[Dataset items]

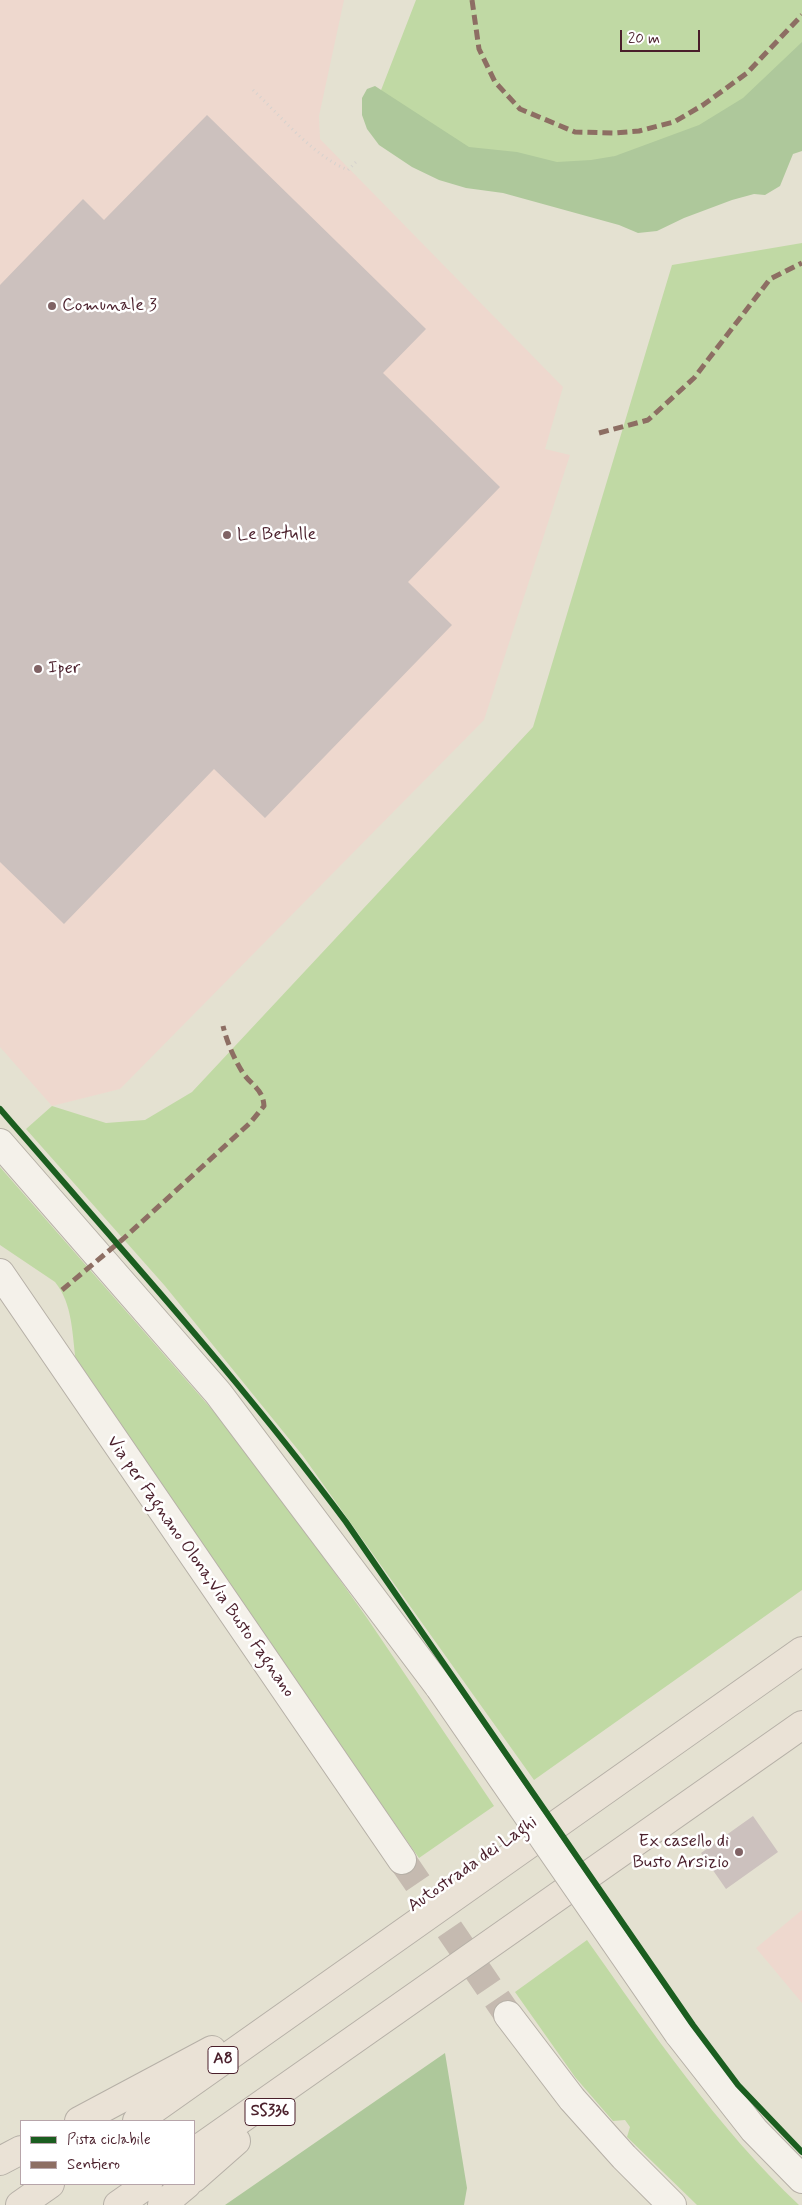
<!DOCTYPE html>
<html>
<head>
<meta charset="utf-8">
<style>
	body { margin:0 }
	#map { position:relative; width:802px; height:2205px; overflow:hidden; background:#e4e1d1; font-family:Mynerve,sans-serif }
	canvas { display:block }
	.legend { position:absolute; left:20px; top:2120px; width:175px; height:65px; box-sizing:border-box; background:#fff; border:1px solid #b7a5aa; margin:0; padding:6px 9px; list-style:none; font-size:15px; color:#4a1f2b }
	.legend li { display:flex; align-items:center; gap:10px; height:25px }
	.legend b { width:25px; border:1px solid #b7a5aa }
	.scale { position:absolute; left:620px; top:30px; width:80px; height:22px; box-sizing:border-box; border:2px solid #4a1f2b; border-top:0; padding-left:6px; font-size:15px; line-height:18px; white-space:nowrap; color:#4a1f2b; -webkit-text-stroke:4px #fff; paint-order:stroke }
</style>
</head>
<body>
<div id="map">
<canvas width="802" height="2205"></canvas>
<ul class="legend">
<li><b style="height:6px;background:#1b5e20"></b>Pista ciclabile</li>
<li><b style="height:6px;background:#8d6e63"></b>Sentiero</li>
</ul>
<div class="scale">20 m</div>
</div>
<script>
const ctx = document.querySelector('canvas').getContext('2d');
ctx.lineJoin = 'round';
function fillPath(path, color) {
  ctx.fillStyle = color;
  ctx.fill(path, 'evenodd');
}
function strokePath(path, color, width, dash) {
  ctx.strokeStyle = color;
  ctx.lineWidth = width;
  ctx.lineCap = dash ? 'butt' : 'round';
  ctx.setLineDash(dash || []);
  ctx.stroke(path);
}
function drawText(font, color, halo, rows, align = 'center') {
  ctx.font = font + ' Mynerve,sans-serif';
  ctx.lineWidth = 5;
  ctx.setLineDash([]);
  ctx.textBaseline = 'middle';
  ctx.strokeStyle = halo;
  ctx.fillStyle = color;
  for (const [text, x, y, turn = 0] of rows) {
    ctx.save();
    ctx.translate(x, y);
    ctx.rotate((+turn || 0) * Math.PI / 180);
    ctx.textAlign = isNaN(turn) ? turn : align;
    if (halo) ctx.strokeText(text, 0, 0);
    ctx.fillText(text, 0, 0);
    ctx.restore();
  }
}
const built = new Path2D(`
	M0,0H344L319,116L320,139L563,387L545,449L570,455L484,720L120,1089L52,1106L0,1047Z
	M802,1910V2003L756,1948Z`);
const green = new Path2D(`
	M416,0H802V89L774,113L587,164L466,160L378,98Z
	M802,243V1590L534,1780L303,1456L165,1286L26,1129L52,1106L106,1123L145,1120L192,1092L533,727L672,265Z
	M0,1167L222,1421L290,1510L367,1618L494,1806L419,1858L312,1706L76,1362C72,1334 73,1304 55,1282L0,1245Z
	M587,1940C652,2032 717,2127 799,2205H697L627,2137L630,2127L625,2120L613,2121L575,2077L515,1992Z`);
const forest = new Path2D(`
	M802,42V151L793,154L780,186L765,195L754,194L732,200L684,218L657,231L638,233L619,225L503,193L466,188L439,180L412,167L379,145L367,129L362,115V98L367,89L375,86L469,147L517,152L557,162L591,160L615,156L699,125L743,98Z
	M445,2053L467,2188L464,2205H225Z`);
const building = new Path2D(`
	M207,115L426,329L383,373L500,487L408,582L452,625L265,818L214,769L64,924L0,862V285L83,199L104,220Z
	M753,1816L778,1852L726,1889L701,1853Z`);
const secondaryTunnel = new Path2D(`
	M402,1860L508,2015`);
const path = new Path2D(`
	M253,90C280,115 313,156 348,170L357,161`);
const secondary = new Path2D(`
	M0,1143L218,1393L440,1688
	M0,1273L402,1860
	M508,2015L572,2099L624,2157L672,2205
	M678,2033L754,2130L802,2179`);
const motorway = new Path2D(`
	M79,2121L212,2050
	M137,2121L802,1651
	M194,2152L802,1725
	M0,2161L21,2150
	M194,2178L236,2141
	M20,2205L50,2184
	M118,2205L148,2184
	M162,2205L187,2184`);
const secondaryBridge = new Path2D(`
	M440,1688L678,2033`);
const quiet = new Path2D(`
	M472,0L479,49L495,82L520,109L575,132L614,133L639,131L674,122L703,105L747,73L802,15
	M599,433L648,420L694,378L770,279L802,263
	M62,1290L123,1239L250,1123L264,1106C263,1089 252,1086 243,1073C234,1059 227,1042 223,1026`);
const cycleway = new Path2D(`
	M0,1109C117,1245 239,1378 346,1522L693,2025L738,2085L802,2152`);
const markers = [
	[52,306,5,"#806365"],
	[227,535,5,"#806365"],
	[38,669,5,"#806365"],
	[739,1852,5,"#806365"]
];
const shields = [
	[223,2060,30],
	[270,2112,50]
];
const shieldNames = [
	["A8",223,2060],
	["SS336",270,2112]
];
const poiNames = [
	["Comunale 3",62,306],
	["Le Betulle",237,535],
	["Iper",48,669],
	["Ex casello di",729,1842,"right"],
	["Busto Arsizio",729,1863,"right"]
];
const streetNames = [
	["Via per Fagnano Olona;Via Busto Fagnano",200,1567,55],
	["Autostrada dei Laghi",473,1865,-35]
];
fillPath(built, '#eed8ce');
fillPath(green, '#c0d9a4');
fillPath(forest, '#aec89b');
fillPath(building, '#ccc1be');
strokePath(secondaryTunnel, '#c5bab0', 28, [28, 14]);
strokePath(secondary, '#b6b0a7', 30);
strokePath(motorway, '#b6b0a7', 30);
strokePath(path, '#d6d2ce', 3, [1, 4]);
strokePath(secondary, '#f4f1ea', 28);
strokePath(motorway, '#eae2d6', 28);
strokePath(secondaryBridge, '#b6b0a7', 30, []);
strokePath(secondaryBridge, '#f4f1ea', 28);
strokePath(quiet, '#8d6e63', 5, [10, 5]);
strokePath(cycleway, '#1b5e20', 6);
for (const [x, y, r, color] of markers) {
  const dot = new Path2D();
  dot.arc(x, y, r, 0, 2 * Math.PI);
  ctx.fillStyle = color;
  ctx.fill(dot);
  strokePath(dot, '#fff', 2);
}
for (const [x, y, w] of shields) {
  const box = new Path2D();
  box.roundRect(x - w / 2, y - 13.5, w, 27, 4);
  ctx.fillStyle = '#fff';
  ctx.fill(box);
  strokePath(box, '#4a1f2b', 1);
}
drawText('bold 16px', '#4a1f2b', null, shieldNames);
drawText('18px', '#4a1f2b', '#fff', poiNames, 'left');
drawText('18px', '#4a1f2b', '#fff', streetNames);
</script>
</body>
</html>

* * *

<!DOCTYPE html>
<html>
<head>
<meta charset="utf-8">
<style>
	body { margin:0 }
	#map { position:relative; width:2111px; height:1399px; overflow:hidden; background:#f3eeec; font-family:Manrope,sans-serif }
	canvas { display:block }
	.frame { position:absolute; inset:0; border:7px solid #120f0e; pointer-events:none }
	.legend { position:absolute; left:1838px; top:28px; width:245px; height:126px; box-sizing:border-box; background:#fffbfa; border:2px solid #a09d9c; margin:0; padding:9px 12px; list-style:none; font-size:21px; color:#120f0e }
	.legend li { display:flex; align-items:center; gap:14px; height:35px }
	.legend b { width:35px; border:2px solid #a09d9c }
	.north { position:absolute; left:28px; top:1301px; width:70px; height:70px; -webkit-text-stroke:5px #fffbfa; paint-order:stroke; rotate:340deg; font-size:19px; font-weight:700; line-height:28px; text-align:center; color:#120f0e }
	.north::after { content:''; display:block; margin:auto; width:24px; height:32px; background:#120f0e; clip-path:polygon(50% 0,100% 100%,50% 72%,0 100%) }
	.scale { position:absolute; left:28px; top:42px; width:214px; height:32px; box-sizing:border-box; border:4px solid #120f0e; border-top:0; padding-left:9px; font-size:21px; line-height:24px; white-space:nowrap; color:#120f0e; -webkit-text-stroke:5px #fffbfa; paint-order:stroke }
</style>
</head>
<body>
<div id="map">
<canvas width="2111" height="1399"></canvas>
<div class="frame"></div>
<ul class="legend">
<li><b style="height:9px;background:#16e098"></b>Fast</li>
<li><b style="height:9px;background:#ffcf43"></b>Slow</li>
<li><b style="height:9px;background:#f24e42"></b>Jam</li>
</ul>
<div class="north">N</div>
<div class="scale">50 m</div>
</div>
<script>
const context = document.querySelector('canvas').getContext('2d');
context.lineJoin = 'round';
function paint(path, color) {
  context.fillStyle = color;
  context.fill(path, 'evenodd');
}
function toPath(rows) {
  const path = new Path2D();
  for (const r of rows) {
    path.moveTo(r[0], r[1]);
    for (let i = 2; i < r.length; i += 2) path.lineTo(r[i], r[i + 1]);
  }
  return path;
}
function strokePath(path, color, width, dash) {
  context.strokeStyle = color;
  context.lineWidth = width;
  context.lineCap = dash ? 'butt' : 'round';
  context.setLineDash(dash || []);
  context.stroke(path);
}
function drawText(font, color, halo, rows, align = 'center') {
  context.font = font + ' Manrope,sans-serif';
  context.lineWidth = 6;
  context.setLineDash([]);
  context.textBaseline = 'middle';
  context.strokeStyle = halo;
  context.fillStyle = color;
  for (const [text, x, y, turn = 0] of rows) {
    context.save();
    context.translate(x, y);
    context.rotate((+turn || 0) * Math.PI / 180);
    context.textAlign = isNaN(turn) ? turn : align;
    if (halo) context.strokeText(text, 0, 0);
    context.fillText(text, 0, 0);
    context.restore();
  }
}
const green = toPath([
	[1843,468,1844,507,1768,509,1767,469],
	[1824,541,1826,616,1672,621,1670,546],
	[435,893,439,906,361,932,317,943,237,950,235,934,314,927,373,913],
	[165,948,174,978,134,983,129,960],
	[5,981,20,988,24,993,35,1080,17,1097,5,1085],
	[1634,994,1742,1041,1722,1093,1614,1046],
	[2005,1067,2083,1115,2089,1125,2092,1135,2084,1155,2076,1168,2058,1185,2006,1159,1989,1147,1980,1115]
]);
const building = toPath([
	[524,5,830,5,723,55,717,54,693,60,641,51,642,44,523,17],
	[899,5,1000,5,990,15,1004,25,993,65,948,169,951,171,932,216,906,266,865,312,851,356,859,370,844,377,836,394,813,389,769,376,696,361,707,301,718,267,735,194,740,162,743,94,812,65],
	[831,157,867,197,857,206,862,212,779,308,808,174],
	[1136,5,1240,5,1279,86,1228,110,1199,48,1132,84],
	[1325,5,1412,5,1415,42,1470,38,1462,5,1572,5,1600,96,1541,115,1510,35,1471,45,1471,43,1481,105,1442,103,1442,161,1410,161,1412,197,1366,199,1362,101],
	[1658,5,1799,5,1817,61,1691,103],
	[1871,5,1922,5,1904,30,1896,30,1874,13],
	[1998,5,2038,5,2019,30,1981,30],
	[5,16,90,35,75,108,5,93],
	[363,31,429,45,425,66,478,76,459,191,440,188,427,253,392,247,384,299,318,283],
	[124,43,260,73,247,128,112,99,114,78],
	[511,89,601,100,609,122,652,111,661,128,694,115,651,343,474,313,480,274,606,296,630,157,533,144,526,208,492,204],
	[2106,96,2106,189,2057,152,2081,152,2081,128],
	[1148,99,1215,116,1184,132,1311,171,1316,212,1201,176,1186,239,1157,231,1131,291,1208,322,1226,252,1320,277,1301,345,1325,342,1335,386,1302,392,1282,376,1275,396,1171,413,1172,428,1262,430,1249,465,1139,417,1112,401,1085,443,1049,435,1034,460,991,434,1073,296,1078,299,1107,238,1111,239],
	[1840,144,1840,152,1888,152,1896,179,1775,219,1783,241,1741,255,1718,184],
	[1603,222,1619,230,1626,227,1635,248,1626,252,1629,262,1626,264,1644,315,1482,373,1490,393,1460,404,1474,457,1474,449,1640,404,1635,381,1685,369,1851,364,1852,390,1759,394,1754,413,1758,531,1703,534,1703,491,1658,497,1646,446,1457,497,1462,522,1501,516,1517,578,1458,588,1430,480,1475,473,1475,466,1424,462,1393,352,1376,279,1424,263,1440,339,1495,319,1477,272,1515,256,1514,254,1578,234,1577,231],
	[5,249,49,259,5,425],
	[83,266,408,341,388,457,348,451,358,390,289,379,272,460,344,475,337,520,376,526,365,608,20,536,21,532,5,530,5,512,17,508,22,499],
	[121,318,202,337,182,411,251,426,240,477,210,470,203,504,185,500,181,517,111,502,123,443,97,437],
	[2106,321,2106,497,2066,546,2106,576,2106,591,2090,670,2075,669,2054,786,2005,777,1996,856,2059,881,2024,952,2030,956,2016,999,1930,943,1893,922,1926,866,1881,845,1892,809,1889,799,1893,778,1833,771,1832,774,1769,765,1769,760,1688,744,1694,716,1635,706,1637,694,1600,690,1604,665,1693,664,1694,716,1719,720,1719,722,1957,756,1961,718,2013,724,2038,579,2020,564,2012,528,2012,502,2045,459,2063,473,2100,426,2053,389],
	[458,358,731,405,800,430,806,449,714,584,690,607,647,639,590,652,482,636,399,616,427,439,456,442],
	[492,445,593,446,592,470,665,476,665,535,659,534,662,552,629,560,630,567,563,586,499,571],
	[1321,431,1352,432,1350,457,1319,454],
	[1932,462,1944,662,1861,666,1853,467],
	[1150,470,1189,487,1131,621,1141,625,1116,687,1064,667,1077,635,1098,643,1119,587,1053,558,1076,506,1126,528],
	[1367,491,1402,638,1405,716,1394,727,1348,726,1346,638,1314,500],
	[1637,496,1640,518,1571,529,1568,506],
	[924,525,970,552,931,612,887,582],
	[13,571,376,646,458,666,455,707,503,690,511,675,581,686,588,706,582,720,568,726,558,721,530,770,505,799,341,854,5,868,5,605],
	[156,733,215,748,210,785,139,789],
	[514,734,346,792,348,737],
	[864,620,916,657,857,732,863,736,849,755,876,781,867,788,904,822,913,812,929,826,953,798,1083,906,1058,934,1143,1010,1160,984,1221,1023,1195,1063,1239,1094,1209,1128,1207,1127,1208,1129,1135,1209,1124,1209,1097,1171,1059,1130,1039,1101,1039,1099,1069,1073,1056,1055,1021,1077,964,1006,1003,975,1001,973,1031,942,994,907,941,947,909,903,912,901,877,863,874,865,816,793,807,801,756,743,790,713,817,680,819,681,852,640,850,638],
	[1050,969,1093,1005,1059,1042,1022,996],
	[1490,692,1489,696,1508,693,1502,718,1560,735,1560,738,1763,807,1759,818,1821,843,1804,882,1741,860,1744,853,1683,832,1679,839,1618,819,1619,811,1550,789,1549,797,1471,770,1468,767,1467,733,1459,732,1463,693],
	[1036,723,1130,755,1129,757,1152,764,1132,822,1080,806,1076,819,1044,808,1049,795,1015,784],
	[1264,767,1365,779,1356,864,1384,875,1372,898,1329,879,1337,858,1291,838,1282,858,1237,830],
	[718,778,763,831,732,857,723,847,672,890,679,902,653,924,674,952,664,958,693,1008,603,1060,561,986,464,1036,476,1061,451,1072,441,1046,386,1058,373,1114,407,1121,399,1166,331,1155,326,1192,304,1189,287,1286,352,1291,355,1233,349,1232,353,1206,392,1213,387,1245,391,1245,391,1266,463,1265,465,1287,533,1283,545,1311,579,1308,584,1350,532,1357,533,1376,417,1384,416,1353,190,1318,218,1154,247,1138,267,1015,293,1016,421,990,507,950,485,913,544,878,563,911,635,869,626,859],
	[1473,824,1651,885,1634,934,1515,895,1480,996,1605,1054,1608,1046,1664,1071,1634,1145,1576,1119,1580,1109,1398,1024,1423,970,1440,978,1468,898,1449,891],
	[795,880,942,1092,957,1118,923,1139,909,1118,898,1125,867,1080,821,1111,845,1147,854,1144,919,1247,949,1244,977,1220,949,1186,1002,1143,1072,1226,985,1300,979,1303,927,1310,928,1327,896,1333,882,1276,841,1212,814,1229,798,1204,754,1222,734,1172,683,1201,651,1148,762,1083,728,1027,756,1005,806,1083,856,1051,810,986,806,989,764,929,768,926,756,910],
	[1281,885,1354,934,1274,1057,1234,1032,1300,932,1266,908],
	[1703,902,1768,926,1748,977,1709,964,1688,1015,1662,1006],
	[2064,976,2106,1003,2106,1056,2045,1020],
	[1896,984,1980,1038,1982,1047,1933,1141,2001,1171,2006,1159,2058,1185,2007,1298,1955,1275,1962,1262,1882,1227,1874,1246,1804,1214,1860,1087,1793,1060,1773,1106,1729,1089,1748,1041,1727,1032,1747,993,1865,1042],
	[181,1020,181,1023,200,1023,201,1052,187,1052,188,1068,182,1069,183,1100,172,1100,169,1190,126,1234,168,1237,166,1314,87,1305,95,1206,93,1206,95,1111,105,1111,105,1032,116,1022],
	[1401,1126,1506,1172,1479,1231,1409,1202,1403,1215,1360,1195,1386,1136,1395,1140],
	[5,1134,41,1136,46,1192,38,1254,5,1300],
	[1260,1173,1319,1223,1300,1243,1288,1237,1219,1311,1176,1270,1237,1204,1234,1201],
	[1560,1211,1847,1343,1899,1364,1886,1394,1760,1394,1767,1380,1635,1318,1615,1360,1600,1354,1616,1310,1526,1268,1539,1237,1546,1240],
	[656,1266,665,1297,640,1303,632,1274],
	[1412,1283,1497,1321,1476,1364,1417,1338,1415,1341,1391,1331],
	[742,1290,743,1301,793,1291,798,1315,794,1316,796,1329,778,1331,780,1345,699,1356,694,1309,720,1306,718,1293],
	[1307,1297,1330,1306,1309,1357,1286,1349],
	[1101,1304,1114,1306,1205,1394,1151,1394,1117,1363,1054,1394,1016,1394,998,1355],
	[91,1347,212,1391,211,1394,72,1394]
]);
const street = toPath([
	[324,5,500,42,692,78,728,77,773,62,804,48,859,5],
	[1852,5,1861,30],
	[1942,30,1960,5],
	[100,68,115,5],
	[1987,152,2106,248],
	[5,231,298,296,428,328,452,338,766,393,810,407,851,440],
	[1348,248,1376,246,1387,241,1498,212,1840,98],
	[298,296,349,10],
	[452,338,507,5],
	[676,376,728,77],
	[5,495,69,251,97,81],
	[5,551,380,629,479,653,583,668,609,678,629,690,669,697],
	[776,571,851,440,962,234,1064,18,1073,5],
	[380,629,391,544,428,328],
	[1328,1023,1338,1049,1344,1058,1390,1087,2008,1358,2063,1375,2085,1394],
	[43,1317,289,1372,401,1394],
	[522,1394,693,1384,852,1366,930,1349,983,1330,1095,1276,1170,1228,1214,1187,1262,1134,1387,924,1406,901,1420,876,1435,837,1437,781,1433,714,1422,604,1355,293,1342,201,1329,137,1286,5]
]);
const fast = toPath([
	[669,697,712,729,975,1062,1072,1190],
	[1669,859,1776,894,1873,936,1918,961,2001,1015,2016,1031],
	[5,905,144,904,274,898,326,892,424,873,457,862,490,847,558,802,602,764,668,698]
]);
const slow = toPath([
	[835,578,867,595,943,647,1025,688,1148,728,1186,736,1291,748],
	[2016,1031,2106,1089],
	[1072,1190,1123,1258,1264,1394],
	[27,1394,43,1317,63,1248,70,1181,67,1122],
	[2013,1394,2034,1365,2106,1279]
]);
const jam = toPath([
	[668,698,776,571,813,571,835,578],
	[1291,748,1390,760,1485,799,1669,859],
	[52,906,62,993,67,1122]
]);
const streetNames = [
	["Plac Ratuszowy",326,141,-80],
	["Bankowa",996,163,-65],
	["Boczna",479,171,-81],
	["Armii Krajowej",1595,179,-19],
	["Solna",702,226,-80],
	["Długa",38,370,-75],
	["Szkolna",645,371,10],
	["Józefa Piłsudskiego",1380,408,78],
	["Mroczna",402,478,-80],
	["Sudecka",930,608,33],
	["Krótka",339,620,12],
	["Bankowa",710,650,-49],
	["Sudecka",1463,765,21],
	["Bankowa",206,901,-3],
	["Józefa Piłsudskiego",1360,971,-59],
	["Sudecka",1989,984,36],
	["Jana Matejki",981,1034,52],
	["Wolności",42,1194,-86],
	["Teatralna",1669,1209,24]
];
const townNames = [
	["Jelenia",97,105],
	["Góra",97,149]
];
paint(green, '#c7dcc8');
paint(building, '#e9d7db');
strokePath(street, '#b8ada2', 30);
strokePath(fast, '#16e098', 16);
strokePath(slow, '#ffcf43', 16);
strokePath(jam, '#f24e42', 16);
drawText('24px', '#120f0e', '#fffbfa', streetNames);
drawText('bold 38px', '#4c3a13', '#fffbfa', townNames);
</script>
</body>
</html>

● Problem
The required answer is the exact run of lines above starting at the line with "ctx.lineCap = dash ? 'butt' : 'round';" and ending at the line with "ctx.setLineDash([]);", with both ends present.

● Expected output
  ctx.lineCap = dash ? 'butt' : 'round';
  ctx.setLineDash(dash || []);
  ctx.stroke(path);
}
function drawText(font, color, halo, rows, align = 'center') {
  ctx.font = font + ' Mynerve,sans-serif';
  ctx.lineWidth = 5;
  ctx.setLineDash([]);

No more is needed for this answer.